Checkmate - Dorothy Dunnett [296]
The summer days passed, ostensibly filled more and more with small and deep pleasures, and with the careful threads of those many affairs which, woven together, were to make them a fit life together. To those about them it seemed the tension was easing. To Philippa, walking with steady feet through the invisible veils of her cloud-forest, the brightness dissolved in the air, darkly filtered.
For how long can one maintain total vigilance? How long before, inattentively, one hurts, and then hurts again without meaning it? And how long, too, can strength of will last, at a pitch such as this, without destroying the structure which houses it?
She knew, from the lights in the salon, how little time he spent in his bed-chamber. She knew from Archie the length of his rides; the violence of the games he played; the prolonged hours of his hunting. Once, returning from Blois, she had found Archie, stony-faced, rubbing down the fine, chestnut Isabela in the stables and walking into the parlour had found Francis asleep there.
She would have been thankful but for the marks of total exhaustion printed under his lashes and about the hard lines of his mouth. Shocked, she moved to his chair and unthinking, found his hand and possessed it.
He opened his eyes; and the trees of the cloud-forest toppled around her. She felt the laceration of his withdrawing fingers, and saw the force of his movements and heard the thud of wood upon wood as the door was flung shut behind him. Then she knelt by the chair, still holding the warmth of his sojourn, and closed her stinging palms over her face as the tears came.
Presently, having removed all trace of distress, she went into the grand’ salle and waited.
In an hour he came to join her, the stamp of weariness stark now against a flat pallor, and walking to the window, said, ‘Will you forgive me?’
‘Why?’ said Philippa. ‘For suffering what you have suffered for three months?’ And felt the veils rend about her, for she had broken the unwritten law: it must not be uttered. It must not be uttered, or they could not bear the pain, mirrored over and over.
So he shook his head, saying nothing; and after a moment chose a chair and sat down, not so far off as usual. An affirmation: I have strength still. Do not be afraid. But Philippa said, ‘I love you so much.’

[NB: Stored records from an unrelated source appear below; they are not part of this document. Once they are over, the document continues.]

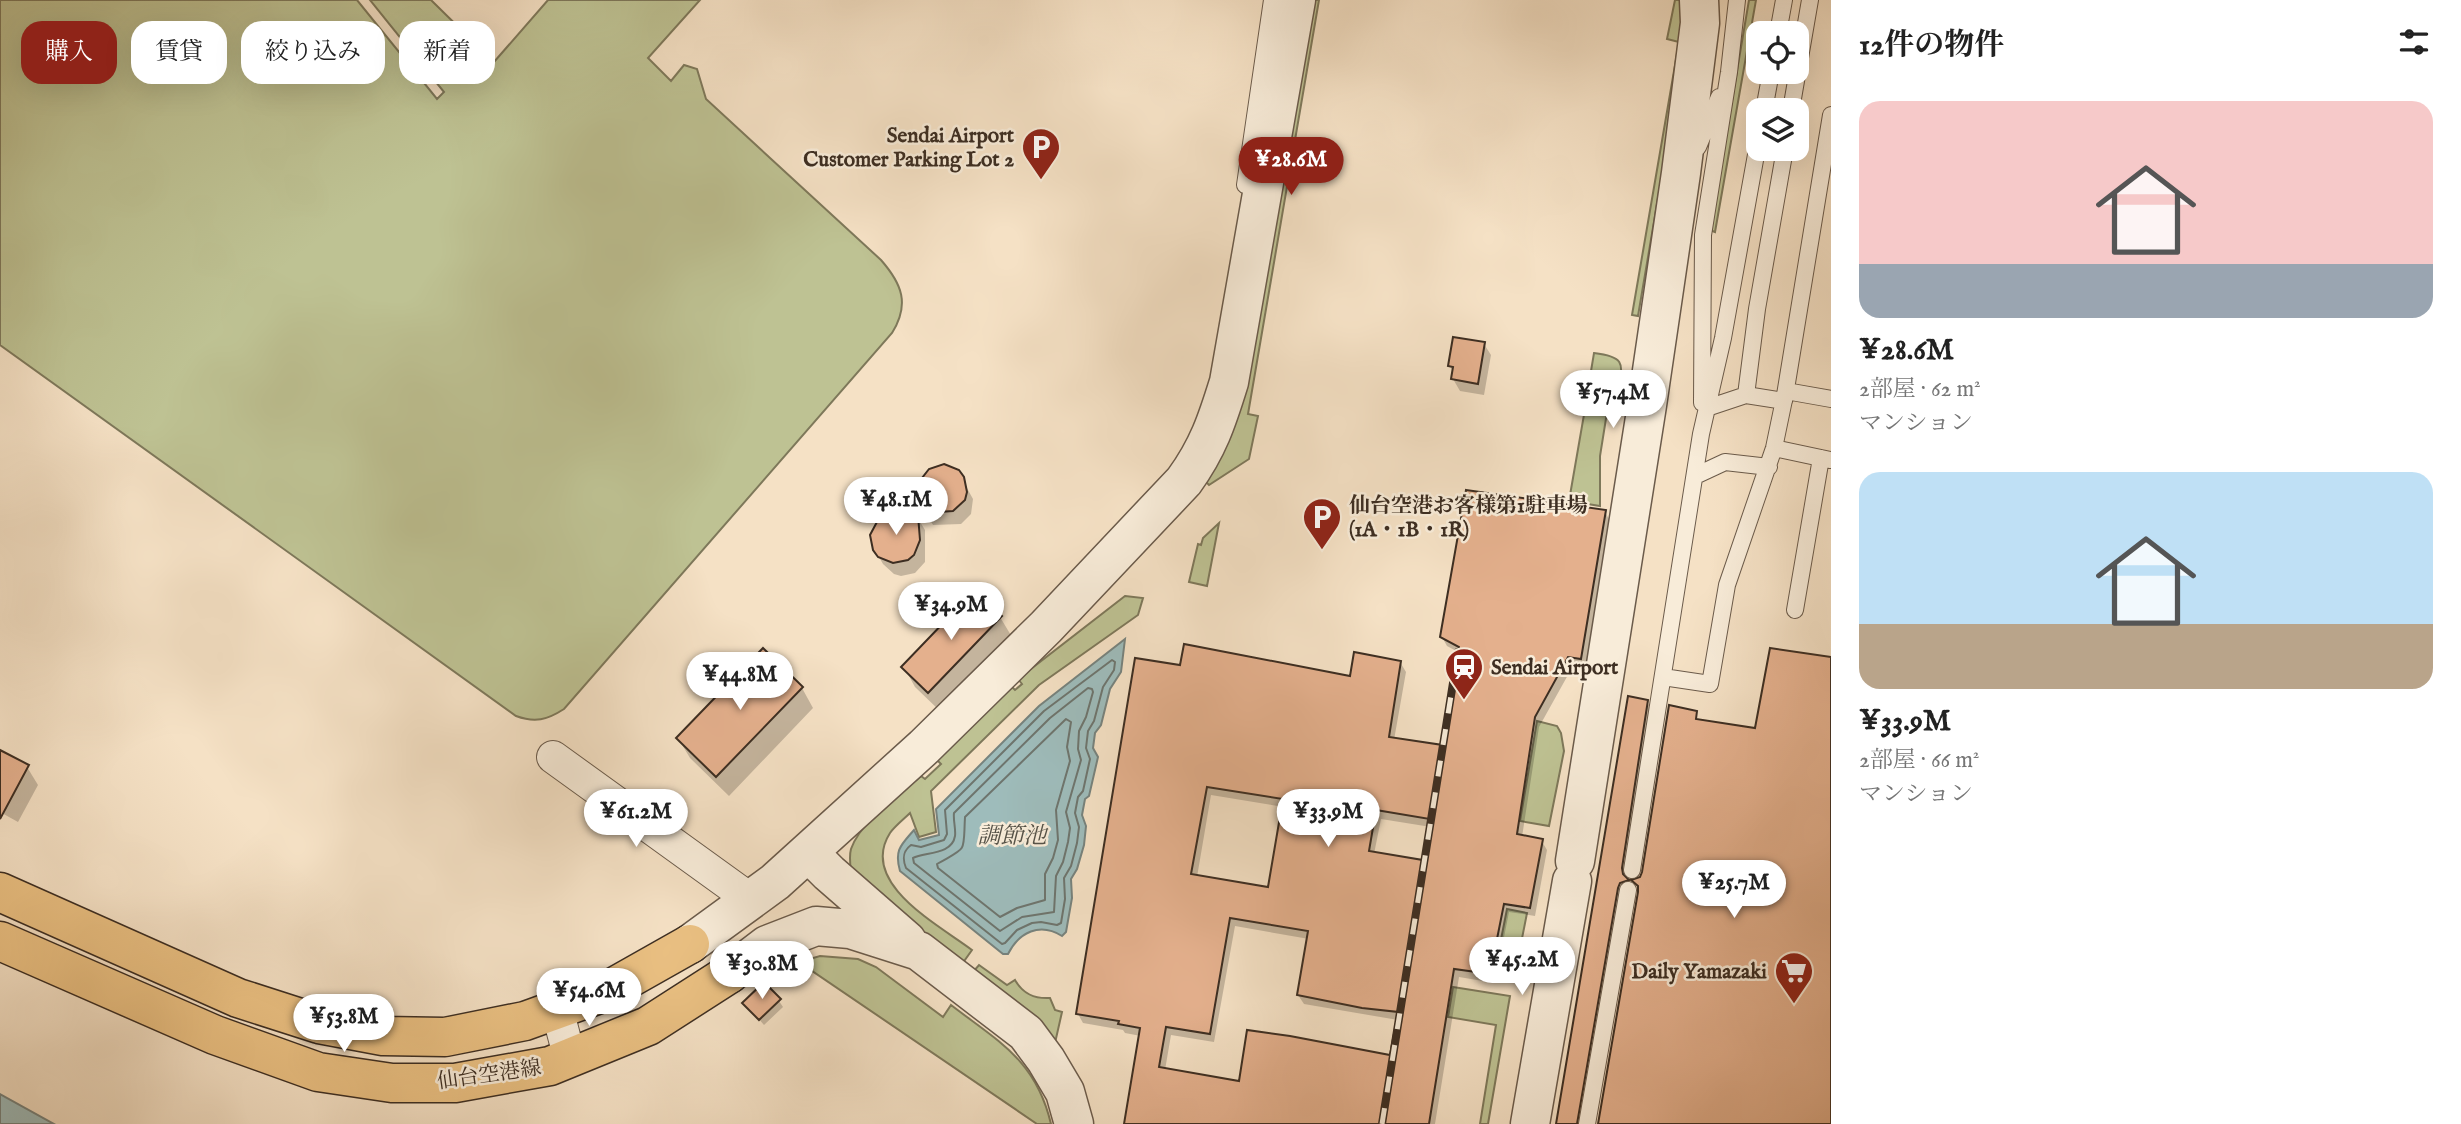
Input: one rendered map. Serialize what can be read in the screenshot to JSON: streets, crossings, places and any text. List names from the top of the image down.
{
  "streets": {
    "main road": ["仙台空港線"]
  },
  "water": ["調節池"],
  "places": {
    "parking": ["Sendai Airport Customer Parking Lot 2", "仙台空港お客様第1駐車場 (1A・1B・1R)"],
    "station": ["Sendai Airport"],
    "supermarket": ["Daily Yamazaki"]
  },
  "page": {
    "heading": "12件の物件",
    "chip": [
      "購入",
      "賃貸",
      "絞り込み",
      "新着"
    ],
    "list": [
      {
        "name": "¥28.6M",
        "note": "2部屋 · 62 m² · マンション"
      },
      {
        "name": "¥33.9M",
        "note": "2部屋 · 66 m² · マンション"
      }
    ],
    "price": [
      "¥28.6M",
      "¥57.4M",
      "¥48.1M",
      "¥34.9M",
      "¥44.8M",
      "¥61.2M",
      "¥33.9M",
      "¥25.7M",
      "¥45.2M",
      "¥30.8M",
      "¥54.6M",
      "¥53.8M"
    ]
  }
}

All the colour there was left his face. But he only said gently, ‘Then next time, you will remember.’
So she must give him the protection he needed and so manage herself that nothing about her, her hand, her dress, her shoulder, should ever approach him. And in such a manner that, one vainly hoped, he might be unaware of it.
For how long can one maintain total vigilance?

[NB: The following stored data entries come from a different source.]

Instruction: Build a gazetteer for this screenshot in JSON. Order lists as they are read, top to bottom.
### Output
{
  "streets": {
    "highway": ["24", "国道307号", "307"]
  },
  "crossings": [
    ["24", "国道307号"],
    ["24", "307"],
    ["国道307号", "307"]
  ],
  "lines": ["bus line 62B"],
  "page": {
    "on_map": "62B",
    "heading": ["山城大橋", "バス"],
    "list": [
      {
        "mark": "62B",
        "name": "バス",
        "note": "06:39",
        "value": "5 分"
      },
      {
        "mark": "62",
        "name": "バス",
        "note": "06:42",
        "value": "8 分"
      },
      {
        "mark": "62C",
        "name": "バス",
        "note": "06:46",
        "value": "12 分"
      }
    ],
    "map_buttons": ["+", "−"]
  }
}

For how long can love last, in isolation, without sinking crushed beneath its own pressure?
After that she did not go to seek him when he went out, but waited until he was ready to come to her. The fact that he continued to go out told its own story. Some things, then, were now beyond him.
So it was by accident that, one day in mid-July, she left the gardens of Sevigny and chose the path that he had taken, down to the river.
All month the heat had persisted, so that the carp gasped in their pond and the Loire shrank in its wide rushing channel, leaving dry sand and straw at its edges.
It drew Philippa by its coolness. She did not see, until she rounded a bay, that two men she knew stood on the sand, talking. Both were servants of Francis, and she saw, from the look of their horses and the cream-tailed Isabela, loosely hobbled near by, that they had been riding hard with him. Then, far out in the river, she saw a wet yellow head in a stream of silver driving towards them, and realized what they were waiting for.
She did not want, at that moment, to speak to them. But she stood, obscured by the alders and was lost for a moment in the beauty of the moving force shearing the water; in the light on the waves and the glitter of the arching hand and arm, repeated over and over.